The word to look for is "labels". Report every line of the entries below that has it.

### Dataset excerpts
Segment Open

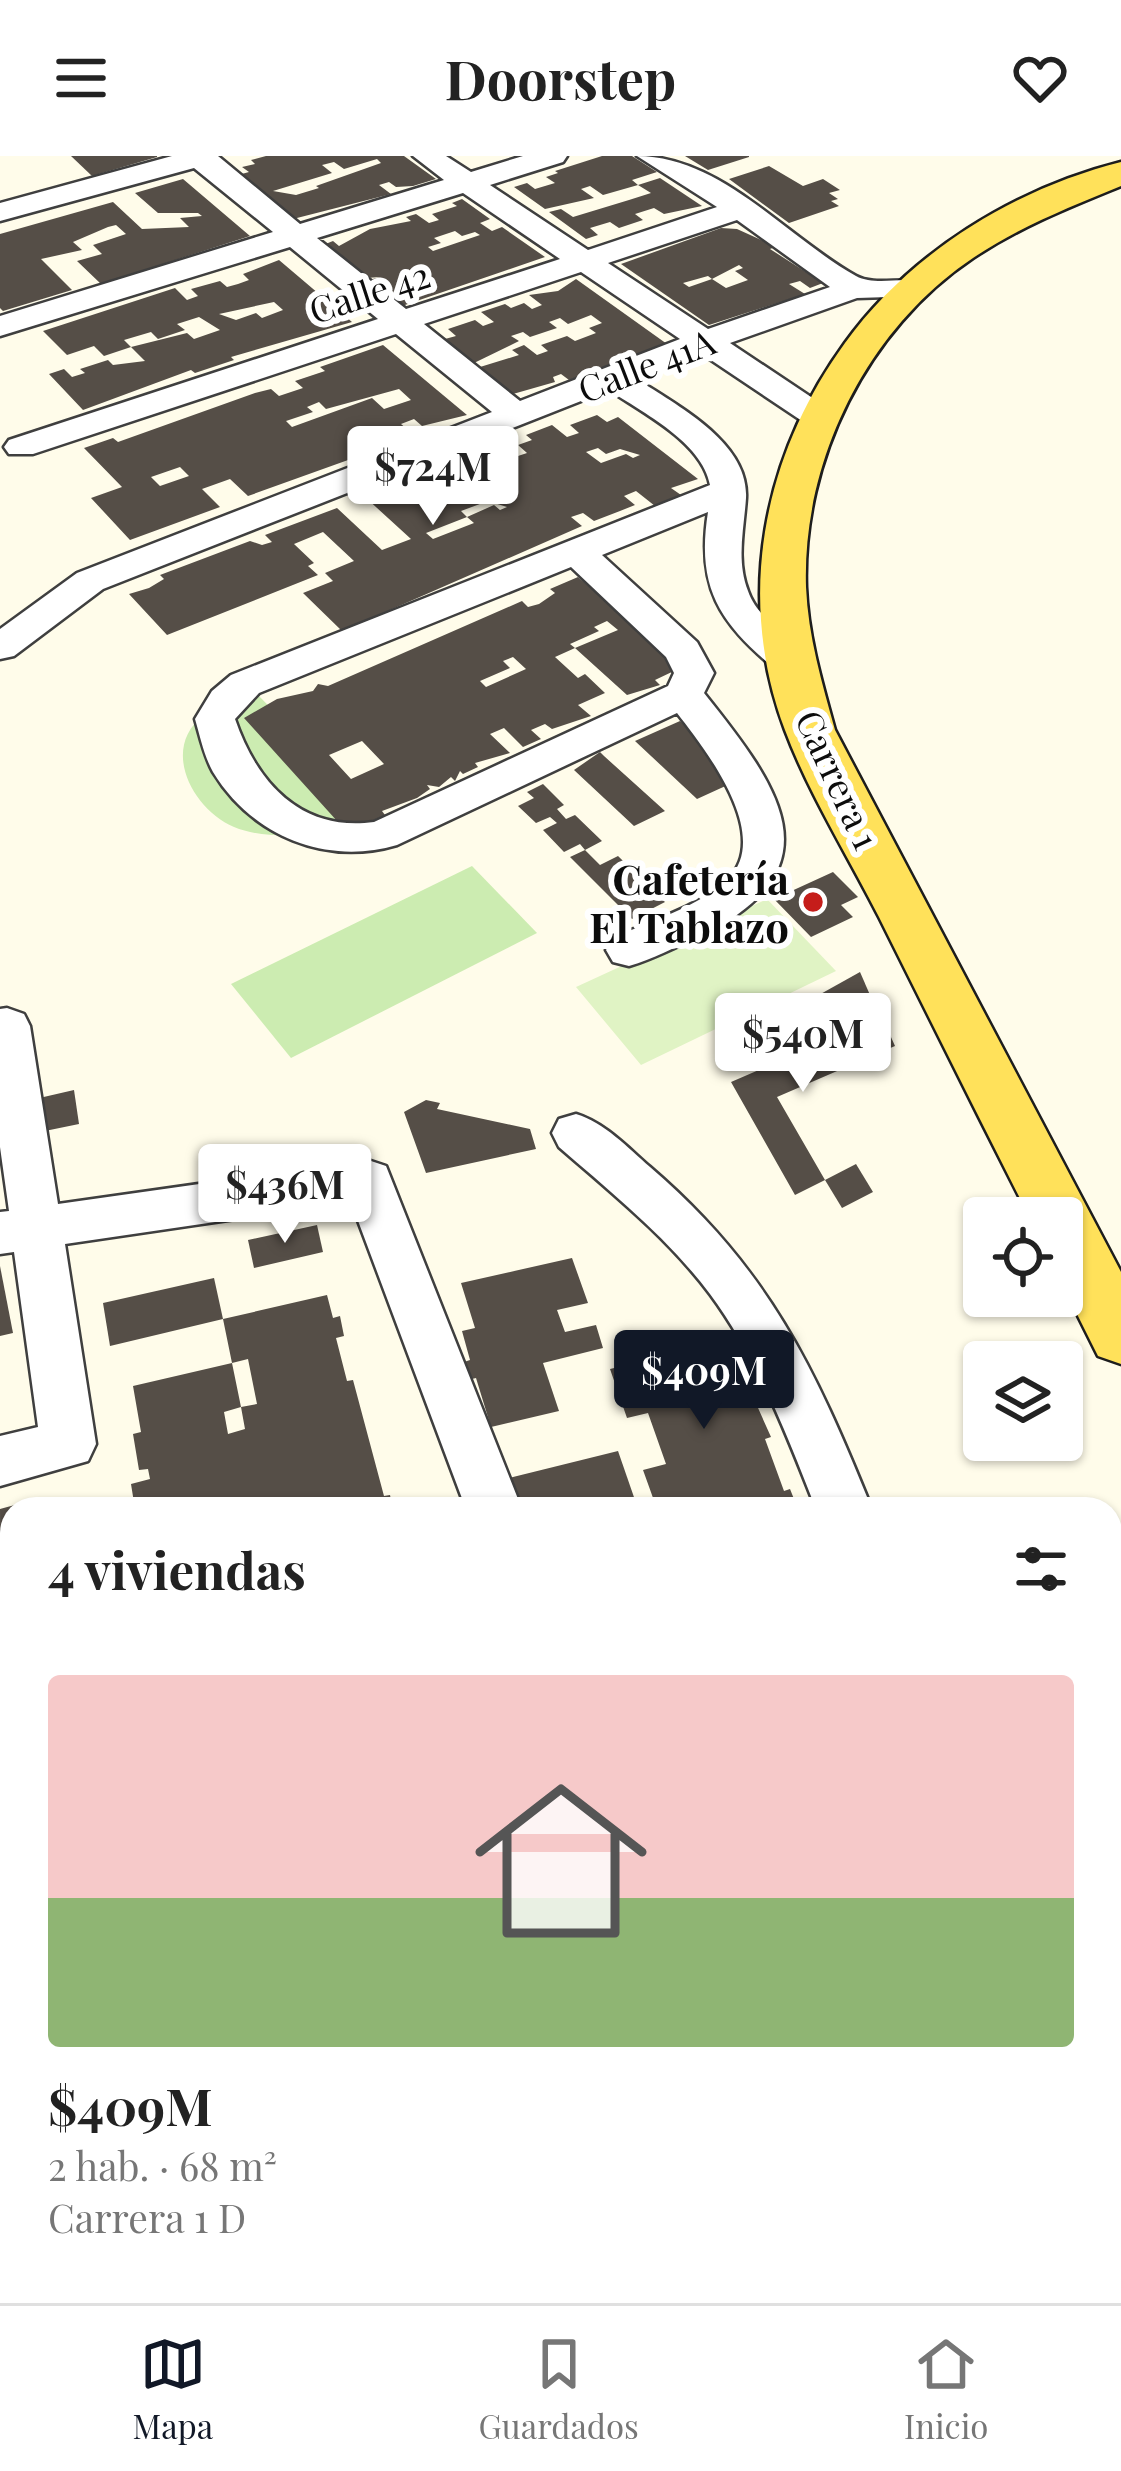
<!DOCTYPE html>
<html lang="es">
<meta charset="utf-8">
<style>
body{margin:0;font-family:"Playfair Display",serif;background:#f6f6f6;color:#222;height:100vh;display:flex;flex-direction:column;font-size:45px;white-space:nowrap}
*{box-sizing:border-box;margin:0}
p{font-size:39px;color:#767676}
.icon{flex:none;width:66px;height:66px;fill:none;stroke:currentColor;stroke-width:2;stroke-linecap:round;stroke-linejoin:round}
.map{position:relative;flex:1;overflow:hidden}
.sheet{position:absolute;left:0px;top:1341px;width:1122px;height:807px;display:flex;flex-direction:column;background:#fff;border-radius:36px 36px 0 0;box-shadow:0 3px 9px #0004}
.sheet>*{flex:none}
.fabs{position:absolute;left:963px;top:1041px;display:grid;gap:24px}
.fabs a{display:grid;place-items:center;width:120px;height:120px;border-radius:12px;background:#fff;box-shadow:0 3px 9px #0004;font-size:60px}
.price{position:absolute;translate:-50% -102px;padding:0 27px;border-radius:12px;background:#fff;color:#222;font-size:39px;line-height:78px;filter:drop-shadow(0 3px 6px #0008)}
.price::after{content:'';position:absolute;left:50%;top:72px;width:36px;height:27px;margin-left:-18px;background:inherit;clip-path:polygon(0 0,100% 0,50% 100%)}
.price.on{background:#111827;color:#fff}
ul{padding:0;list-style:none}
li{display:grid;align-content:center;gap:24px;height:636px;padding:0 48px}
li span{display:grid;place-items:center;height:372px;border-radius:12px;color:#555}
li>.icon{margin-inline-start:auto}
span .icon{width:216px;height:216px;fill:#fffc;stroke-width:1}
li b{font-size:51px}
h2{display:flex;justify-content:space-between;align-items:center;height:144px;padding:0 48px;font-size:51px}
header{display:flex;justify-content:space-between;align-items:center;height:156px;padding:0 48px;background:#fff;font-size:54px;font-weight:700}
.dock{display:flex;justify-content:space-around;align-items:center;height:168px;border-top:3px solid #e0e0e0;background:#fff;font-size:33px;color:#767676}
.dock a{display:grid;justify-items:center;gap:6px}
.dock .on{color:#111827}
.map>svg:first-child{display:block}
.green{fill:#ccecb1}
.pitch{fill:#e0f3c4}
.building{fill:#554e47;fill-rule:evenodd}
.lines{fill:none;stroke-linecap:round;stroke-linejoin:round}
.minor-casing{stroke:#3f3f3f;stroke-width:5}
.major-casing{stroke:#1d1d1d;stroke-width:5}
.minor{fill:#fff;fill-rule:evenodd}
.major{fill:#ffe15a;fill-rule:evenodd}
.poi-dot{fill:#c51d1a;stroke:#fff;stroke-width:4.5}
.labels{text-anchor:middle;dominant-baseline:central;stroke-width:12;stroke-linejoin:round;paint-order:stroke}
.far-street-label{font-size:36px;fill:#0c0c0c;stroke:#fff}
.poi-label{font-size:42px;font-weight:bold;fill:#0c0c0c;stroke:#fff;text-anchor:end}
</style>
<header><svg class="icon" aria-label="menu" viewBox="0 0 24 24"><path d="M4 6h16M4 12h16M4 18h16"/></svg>Doorstep<svg class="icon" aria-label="heart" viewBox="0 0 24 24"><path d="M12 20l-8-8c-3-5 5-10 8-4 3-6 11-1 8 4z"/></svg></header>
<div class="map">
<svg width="1121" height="2147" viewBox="0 0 1121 2147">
<rect width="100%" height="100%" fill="#fffcea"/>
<g class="green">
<path d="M256 537 370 653C351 661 329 675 309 678 287 681 255 680 234 671 192 653 160 592 204 559 217 549 240 543 256 537Z"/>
<polygon points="472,710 537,777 291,902 231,828"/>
</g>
<polygon class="pitch" points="767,743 836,815 641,909 576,831"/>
<g class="building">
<polygon points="71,0 157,0 157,1 92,20"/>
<path d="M266 0H404L436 23 413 30 396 31 389 26 379 29 391 38 293 63 238 19 249 16 242 11 255 8 251 4ZM377 3 381 7 316 30 319 32 296 39 273 35 332 17 322 9 334 6 344 13Z"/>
<polygon points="602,0 632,0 657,16 632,24 638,29 603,39 590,30 581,33 594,42 545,53 514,31 527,27 535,33 555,27 546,21 558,17 555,15"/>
<polygon points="685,0 749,0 749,1 708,14"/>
<polygon points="769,10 803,30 823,23 840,34 829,37 838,43 831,45 839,50 789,67 729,23"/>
<polygon points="660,22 702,50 664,58 654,52 635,58 643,64 619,72 610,66 590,72 598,79 586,83 549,56 561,53 573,61 629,44 651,37 638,29"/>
<polygon points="183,23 250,80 101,128 77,105 102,98 93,89 126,78 116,69 108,71 73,86 82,94 41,103 72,134 3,155 0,152 0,78 113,46 142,73 189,71 180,62 202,60 198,57 158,57 135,37"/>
<path d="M462 43 490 63 480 67 492 75 502 71 545 101 402 150 369 124 380 121 367 122 323 89 333 85 339 90 370 73 411 65 406 61 416 58 429 67 439 64 432 58 457 50 452 47ZM455 75 462 80 475 76 480 79 433 95 428 91 441 87 434 82Z"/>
<path d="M721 72 737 73 768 87 775 91 770 93 823 127 810 132 800 125 789 128 805 138 709 169 621 108ZM739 109 743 112 735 115 748 124 726 132 712 123 689 131 683 127 708 120 712 123Z"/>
<path d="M279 104 352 166 231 201 234 204 195 217 191 214 83 254 49 218 64 213 72 221 85 217 80 213 108 204 113 209 145 205 131 191 104 200 94 190 67 199 43 175 175 132 187 144 198 140 191 133 220 125 227 131 238 128 249 124 243 118ZM274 146 283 154 262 162 256 157 236 164 219 158ZM199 161 220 174 194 183 187 177 131 191 124 184 151 176 158 183 185 174 177 168Z"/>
<polygon points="576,123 667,188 569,224 561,218 553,221 555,226 513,238 480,211 519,199 512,194 524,189 537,199 548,195 541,189 567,180 575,185 596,177 589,172 602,167 591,159 568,168 560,162 549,166 557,172 530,181 523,176 511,180 519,185 474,207 445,183 456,180 448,173 475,164 483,170 494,166 481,156 505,148 511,152 524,147 532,153 542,149 529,139 558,135"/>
<path d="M383 189 467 259 422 270 414 263 401 268 415 280 248 340 230 323 202 333 220 351 130 384 91 342 122 331 84 292 113 282 118 286 255 237 271 233 279 240 303 232 295 225 325 215 320 211ZM399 233 411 244 384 253 372 242 292 271 286 265 313 256 307 251 319 246 326 253ZM180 311 189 320 160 330 151 321Z"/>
<path d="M597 259 607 266 618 261 698 323 671 332 681 339 655 350 636 335 624 340 635 349 620 355 594 365 583 357 571 361 582 370 342 475 303 437 333 425 325 417 354 405 323 376 294 388 314 407 308 410 318 419 167 479 129 438 149 432 164 423 160 419 250 385 262 389 272 386 265 379 337 352 382 394 411 383 365 341 407 325 424 324 462 304 492 298 488 294 500 289 515 301 527 297 518 289 532 284 526 279 552 269 567 281 579 277 570 269ZM598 292 606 298 620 293 640 299 633 302 626 298 601 307 586 296ZM488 345 507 351 500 354 494 349 467 361 474 367 433 383 426 377 467 361 461 355Z"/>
<path d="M578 421 663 494 676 514 655 524 660 529 627 539 575 492 618 474 607 465 594 471 599 475 570 488 575 492 555 501 578 522 585 518 605 537 578 549 591 560 552 573 545 568 531 574 541 583 523 591 504 572 490 578 510 597 475 607 478 611 463 618 460 615 455 625 451 621 439 631 427 629 430 633 417 642 382 655 385 659 347 676 244 562 277 543 313 535 318 528 328 530 522 445 528 451 539 448 555 437 550 433ZM513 501 526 513 486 531 480 525 510 512 503 505ZM362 585 384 608 351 623 329 599Z"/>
<polygon points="680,565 743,622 697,643 635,585"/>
<polygon points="600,596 604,600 665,655 634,670 574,614"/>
<polygon points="543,628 564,649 557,653 566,663 575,659 602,685 585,694 580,688 564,696 543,674 557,667 550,661 536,667 518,650 534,642 527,636"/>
<polygon points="585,694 600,709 618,700 665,746 632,763 570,701"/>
<polygon points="833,716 858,741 841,749 853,761 811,781 774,743"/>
<polygon points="860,816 870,839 828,863 817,840"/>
<polygon points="882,861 895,890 777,941 825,1024 795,1039 731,926"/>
<polygon points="74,934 79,968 40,976 35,943"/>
<polygon points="426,944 440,947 437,953 530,973 536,993 426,1017 404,956"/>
<polygon points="856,1008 873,1036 842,1052 825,1024"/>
<polygon points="317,1069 323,1096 254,1112 248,1084"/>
<polygon points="572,1102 588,1147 557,1154 565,1176 596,1169 603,1192 543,1207 559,1255 491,1271 476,1222 468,1224 464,1206 470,1204 462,1175 475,1172 461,1127"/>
<polygon points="0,1110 13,1177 0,1180"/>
<polygon points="214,1122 223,1163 110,1190 103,1147"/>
<path d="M327 1139 333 1162 340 1160 344 1180 336 1182 347 1225 353 1224 384 1340 390 1339 393 1353H135L131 1328 150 1323 148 1313 139 1314 133 1278 141 1276 133 1230 232 1207 223 1163ZM248 1203 257 1248 241 1251 245 1273 228 1278 224 1256 241 1251 232 1207Z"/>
<polygon points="728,1185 771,1281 765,1283 784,1335 790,1333 798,1353 657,1353 643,1314 666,1308 648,1257 627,1262 610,1213"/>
<polygon points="618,1295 636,1347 613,1353 518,1353 509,1322"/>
<polygon points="33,1344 34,1353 12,1353 12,1569 1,1572 0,1353"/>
<polygon points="121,2136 259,2136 262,2147 123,2147"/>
<polygon points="317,2136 391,2136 394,2147 290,2147"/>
</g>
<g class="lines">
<g class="minor-casing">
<g id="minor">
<path d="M172 0H218L300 68 444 24 413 0H446L471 16 523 0H567L563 6 490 29 588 94 717 51 637 0C721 0 786 81 856 120 874 130 901 121 921 126L926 133 921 140 857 142 730 187 829 253 834 260 829 267H805L702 198 637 223C677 250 749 286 746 342 744 373 736 404 748 435 759 466 791 478 809 504L803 513H775C719 466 696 431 708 356L602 399 697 486 714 517 704 537C780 632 840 713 698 781 675 791 653 803 629 810L613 806 606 794 613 782C649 765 700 751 729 722 772 678 705 593 677 557L397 689C326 710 252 680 213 616 204 600 200 580 195 563L212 535 231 519 710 329C702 286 643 257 609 234L103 433 14 500 0 503V473L77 417 492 256 396 178 33 298H9L4 291 9 284 378 163 290 91 0 180V160L273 76 194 12 0 65V47ZM463 37 560 103 406 153 317 82ZM737 64 830 131 708 173 608 107ZM581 116 680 183 520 245 424 168ZM571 411 666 501 674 517 668 530 374 666C301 676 257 627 235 563L259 537Z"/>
<polygon points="7,852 24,858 30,870 58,1048 368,1004 386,1010 522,1353 466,1353 351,1046 65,1088 96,1288 88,1305 0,1330 0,1280 38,1271 14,1096 0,1098 0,1056 9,1055 0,991 0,853"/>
<path d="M576 958C605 967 627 991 650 1011 768 1112 815 1212 872 1353H816C787 1279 758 1203 710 1138 668 1082 612 1037 559 991L552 977 559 963Z"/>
<polygon points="12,1591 12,1653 0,1656 0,1594"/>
<polygon points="1110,1610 1121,1614 1121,1681 1110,1676"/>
<polygon points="0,1826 12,1831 12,1964 0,1960"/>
<polygon points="12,2132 12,2136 84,2136 86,2147 12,2147"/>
</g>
</g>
<g class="major-casing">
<path id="major" d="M1121 6V30C1070 51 1019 71 973 102 867 173 802 304 806 431 808 480 822 527 835 574L1121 1116V1208L1098 1200 1062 1128V1062H1030C979 962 929 861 879 761 848 700 809 638 785 574 735 441 763 300 845 187 910 97 1014 33 1121 6Z"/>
</g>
<use href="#minor" class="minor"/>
<use href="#major" class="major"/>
</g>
<circle class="poi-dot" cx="813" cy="746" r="12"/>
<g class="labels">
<g class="far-street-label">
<text transform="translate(369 135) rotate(-18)">Calle 42</text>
<text transform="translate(646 208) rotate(-21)">Calle 41A</text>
<text transform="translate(839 623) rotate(65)">Carrera 1</text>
</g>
<g class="poi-label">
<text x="789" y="722">Cafetería<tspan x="789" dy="48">El Tablazo</tspan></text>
</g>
</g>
</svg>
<div class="fabs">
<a><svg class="icon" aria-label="locate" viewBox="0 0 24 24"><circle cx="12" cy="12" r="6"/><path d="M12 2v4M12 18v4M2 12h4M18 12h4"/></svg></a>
<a><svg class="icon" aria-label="layers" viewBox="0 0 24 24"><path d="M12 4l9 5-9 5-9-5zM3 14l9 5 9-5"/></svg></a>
</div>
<b class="price" style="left:433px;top:372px">$724M</b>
<b class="price" style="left:803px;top:939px">$540M</b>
<b class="price" style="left:285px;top:1090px">$436M</b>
<b class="price on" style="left:704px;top:1276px">$409M</b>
<section class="sheet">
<h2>4 viviendas<svg class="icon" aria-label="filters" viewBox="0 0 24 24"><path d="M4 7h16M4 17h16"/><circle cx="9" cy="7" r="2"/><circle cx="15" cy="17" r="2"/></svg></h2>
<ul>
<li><span style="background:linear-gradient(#f6c9c9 60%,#8fb573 0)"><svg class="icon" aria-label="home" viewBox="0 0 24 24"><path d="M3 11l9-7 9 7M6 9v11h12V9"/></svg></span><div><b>$409M</b><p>2 hab. · 68 m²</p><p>Carrera 1 D</p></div></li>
</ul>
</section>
</div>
<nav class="dock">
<a class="on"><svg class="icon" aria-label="map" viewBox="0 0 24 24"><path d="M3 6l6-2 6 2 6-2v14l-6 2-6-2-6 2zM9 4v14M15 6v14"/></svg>Mapa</a>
<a><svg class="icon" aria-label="saved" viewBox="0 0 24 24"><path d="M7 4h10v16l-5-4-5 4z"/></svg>Guardados</a>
<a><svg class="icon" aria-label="home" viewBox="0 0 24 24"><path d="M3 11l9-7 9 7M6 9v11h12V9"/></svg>Inicio</a>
</nav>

Segment Closed

### Completed task
.labels{text-anchor:middle;dominant-baseline:central;stroke-width:12;stroke-linejoin:round;paint-order:stroke}
<g class="labels">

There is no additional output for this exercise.